WORK ORDER:
What lines below contain the string "rows"? List them all.

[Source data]
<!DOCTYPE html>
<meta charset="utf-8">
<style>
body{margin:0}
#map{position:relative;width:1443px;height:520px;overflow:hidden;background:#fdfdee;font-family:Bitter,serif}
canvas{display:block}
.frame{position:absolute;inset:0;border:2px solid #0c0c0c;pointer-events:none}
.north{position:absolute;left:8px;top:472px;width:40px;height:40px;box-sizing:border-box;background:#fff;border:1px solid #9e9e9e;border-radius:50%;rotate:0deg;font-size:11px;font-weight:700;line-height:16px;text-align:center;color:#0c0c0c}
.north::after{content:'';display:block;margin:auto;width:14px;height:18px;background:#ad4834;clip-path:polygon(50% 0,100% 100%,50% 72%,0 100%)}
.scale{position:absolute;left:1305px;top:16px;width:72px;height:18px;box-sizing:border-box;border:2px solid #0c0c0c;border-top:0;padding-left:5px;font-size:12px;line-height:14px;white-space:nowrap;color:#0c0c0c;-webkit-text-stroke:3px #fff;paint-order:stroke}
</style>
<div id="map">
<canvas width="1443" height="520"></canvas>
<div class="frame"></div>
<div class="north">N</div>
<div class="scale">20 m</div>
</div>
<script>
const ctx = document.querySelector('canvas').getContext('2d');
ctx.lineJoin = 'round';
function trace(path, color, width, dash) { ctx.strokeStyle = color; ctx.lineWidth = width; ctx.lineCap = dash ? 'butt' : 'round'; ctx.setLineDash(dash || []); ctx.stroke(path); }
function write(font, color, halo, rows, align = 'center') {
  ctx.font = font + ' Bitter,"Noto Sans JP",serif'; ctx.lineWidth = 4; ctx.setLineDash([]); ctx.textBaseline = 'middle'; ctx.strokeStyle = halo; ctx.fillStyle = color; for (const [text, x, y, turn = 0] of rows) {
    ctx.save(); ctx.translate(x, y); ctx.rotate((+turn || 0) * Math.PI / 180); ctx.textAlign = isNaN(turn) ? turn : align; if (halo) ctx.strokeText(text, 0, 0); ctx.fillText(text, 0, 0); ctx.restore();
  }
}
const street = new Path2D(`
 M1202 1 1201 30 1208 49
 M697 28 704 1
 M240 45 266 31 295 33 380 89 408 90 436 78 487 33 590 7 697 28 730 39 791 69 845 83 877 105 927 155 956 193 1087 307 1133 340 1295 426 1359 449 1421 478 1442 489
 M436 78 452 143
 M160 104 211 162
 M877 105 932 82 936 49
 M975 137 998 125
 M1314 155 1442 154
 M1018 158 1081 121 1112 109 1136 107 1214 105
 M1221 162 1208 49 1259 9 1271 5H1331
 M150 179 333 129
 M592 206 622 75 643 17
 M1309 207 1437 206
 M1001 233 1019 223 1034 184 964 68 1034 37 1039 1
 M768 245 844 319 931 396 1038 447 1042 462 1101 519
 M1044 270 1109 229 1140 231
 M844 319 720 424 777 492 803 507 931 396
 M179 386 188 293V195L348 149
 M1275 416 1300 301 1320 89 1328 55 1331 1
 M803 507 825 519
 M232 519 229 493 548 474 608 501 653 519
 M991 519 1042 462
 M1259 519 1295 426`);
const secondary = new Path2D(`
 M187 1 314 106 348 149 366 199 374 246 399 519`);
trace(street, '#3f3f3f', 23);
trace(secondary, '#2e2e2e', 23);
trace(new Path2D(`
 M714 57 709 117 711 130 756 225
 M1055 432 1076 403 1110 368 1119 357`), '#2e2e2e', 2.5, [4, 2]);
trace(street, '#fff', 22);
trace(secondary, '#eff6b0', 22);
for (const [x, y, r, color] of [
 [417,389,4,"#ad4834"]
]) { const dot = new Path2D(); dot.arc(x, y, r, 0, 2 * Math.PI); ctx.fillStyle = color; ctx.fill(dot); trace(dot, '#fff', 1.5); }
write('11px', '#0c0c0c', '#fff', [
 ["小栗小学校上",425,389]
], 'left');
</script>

EXERCISE OUTPUT:
function write(font, color, halo, rows, align = 'center') {
  ctx.font = font + ' Bitter,"Noto Sans JP",serif'; ctx.lineWidth = 4; ctx.setLineDash([]); ctx.textBaseline = 'middle'; ctx.strokeStyle = halo; ctx.fillStyle = color; for (const [text, x, y, turn = 0] of rows) {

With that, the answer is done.